- **What needs to be done**
Pull every "number" line out of the data below.

- **Supplied data**
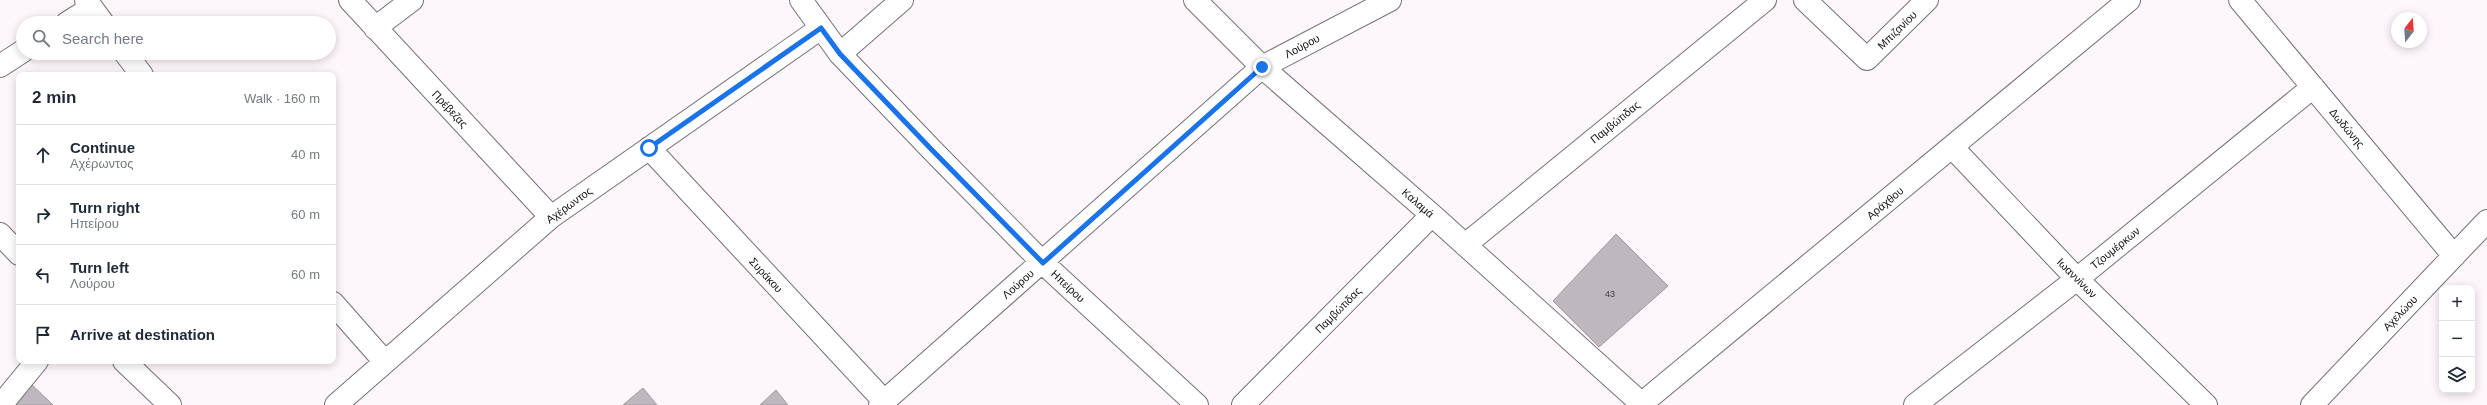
<!DOCTYPE html>
<meta charset="utf-8">
<style>
body{margin:0;font-family:Arial,sans-serif;background:#f6f6f7;color:#1f2937}
.controls{position:absolute;right:12px;bottom:12px;display:grid;overflow:hidden;border-radius:8px;box-shadow:0 2px 10px #0003}
.controls button{width:36px;height:36px;display:grid;place-items:center;padding:0;border:0;border-bottom:1px solid #e0e1e3;background:#fff;color:#1f2937;font:20px sans-serif}
.compass{position:absolute;left:2391px;top:12px;width:36px;height:36px;border-radius:50%;background:#fff;box-shadow:0 2px 10px #0003;rotate:17deg}
.stop{position:absolute;width:12px;height:12px;margin:-9px;border:3px solid #1a73e8;border-radius:50%;background:#fff}
.stop.end{background:#1a73e8;border-color:#fff;box-shadow:0 1px 4px #0008}
.list{margin:0;padding:0;list-style:none}
h2{display:flex;justify-content:space-between;align-items:center;height:52px;margin:0;padding:0 16px;font-size:17px}
h2 small{font-size:13px;font-weight:400;color:#747a83}
.list li{display:grid;grid-template-columns:26px 1fr auto;gap:12px;align-items:center;box-sizing:border-box;height:60px;padding:0 16px;border-top:1px solid #e0e1e3}
.list b{display:block;font-size:15px;white-space:nowrap}
.list p{margin:0;font-size:13px;white-space:nowrap;color:#747a83}
.list em{font-size:13px;font-style:normal;color:#747a83}
.icon{flex:none;width:22px;height:22px;fill:none;stroke:currentColor;stroke-width:2;stroke-linecap:round;stroke-linejoin:round}
.map{position:relative;flex:none;width:2487px;height:405px;overflow:hidden}
.search{position:absolute;background:#fff;box-shadow:0 2px 10px #0003;left:16px;top:16px;width:320px;height:44px;display:flex;align-items:center;gap:10px;box-sizing:border-box;padding:0 14px;border-radius:22px;color:#747a83;font-size:15px}
.panel{position:absolute;background:#fff;box-shadow:0 2px 10px #0003;left:16px;top:72px;width:320px;height:292px;border-radius:8px}
.map>svg:first-child{display:block}
.building{fill:#bdb8bd;stroke:#9d999d}
.lines{fill:none;stroke-linecap:round;stroke-linejoin:round}
.street-casing{stroke:#757175;stroke-width:24}
.street{stroke:#fff;stroke-width:22}
.route{stroke:#1a73e8;stroke-width:5}
.labels{text-anchor:middle;dominant-baseline:central;stroke-width:3.5;stroke-linejoin:round;paint-order:stroke}
.number-label{font-size:9px;fill:#3e3c3e}
.street-label{font-size:11px;fill:#131213;stroke:#fff}
</style>
<div class="map">
<svg width="2487" height="405" viewBox="0 0 2487 405">
<rect width="100%" height="100%" fill="#fdf7fc"/>
<!-- building -->
<path class="building" d="M1616,234L1668,286L1599,347L1553,301Z
M29,382L53,405H9Z
M643,388L657,405H623Z
M776,390L788,405H760Z"/>
<g class="lines">
<!-- street casing -->
<g class="street-casing">
<path id="street" d="M86,0L103,23
M350,0L551,217
M801,0L840,54L932,150L1043,263L1197,405
M1195,0L1262,67L1432,215L1643,405
M1805,0L1867,59L1927,0
M2240,0L2454,256
M67,23L91,8
M375,28L412,0
M125,53L142,75
M840,54L902,0
M0,66L23,51
M1952,147L2077,279L2206,405
M649,148L884,401
M0,234L19,254
M1465,245L1765,0
M333,303L385,362
M124,361L170,405
M1,405L37,361
M336,405L551,217L821,28
M880,405L1262,67L1390,0
M1243,405L1432,215
M1640,405L2129,0
M1915,405L2077,279L2313,87
M2312,405L2487,221"/>
</g>
<!-- street -->
<use href="#street" class="street"/>
</g>
<g class="lines">
<!-- route -->
<path class="route" d="M649,148L821,28L840,54L932,150L1043,263L1262,67"/>
</g>
<g class="labels">
<!-- number labels -->
<g class="number-label">
<text x="1610" y="294">43</text>
</g>
<!-- street labels -->
<g class="street-label">
<text transform="translate(1897 30) rotate(-44)">Μπιζανίου</text>
<text transform="translate(1302 46) rotate(-28)">Λούρου</text>
<text transform="translate(450 109) rotate(47)">Πρέβεζας</text>
<text transform="translate(1615 122) rotate(-39)">Παμβώτιδας</text>
<text transform="translate(2347 128) rotate(50)">Δωδώνης</text>
<text transform="translate(1418 203) rotate(41)">Καλαμά</text>
<text transform="translate(1885 203) rotate(-40)">Αράχθου</text>
<text transform="translate(569 205) rotate(-36)">Αχέρωντος</text>
<text transform="translate(2115 248) rotate(-39)">Τζουμέρκων</text>
<text transform="translate(766 275) rotate(47)">Συράκου</text>
<text transform="translate(2077 278) rotate(45)">Ιωαννίνων</text>
<text transform="translate(1018 284) rotate(-41)">Λούρου</text>
<text transform="translate(1068 286) rotate(43)">Ηπείρου</text>
<text transform="translate(1338 310) rotate(-45)">Παμβώτιδας</text>
<text transform="translate(2400 313) rotate(-46)">Αχελώου</text>
</g>
</g>
</svg>
<div class="controls">
<button>+</button>
<button>−</button>
<button><svg class="icon" aria-label="layers" viewBox="0 0 24 24"><path d="M12 4l9 5-9 5-9-5zM3 14l9 5 9-5"/></svg></button>
</div>
<svg class="compass" viewBox="-18 -18 36 36"><path d="M0-13l5 13h-10z" fill="#e53935"/><path d="M0 13l5-13h-10z" fill="#747a83"/></svg>
<div class="stop" style="left:649px;top:148px"></div>
<div class="stop end" style="left:1262px;top:67px"></div>
<div class="search"><svg class="icon" aria-label="search" viewBox="0 0 24 24"><circle cx="10" cy="10" r="6"/><path d="M15 15l6 6"/></svg>Search here</div>
<section class="panel">
<h2>2 min<small>Walk · 160 m</small></h2>
<ul class="list">
<li><svg class="icon" aria-label="ahead" viewBox="0 0 24 24"><path d="M12 20V5M6 11l6-6 6 6"/></svg><div><b>Continue</b><p>Αχέρωντος</p></div><em>40 m</em></li>
<li><svg class="icon" aria-label="right" viewBox="0 0 24 24"><path d="M7 20v-9h11M14 6l5 5-5 5"/></svg><div><b>Turn right</b><p>Ηπείρου</p></div><em>60 m</em></li>
<li><svg class="icon" aria-label="left" viewBox="0 0 24 24"><path d="M17 20v-9H6M10 6l-5 5 5 5"/></svg><div><b>Turn left</b><p>Λούρου</p></div><em>60 m</em></li>
<li><svg class="icon" aria-label="arrive" viewBox="0 0 24 24"><path d="M6 21V4h12l-3 4 3 4H6"/></svg><div><b>Arrive at destination</b></div></li>
</ul>
</section>
</div>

- **Response**
.number-label{font-size:9px;fill:#3e3c3e}
<!-- number labels -->
<g class="number-label">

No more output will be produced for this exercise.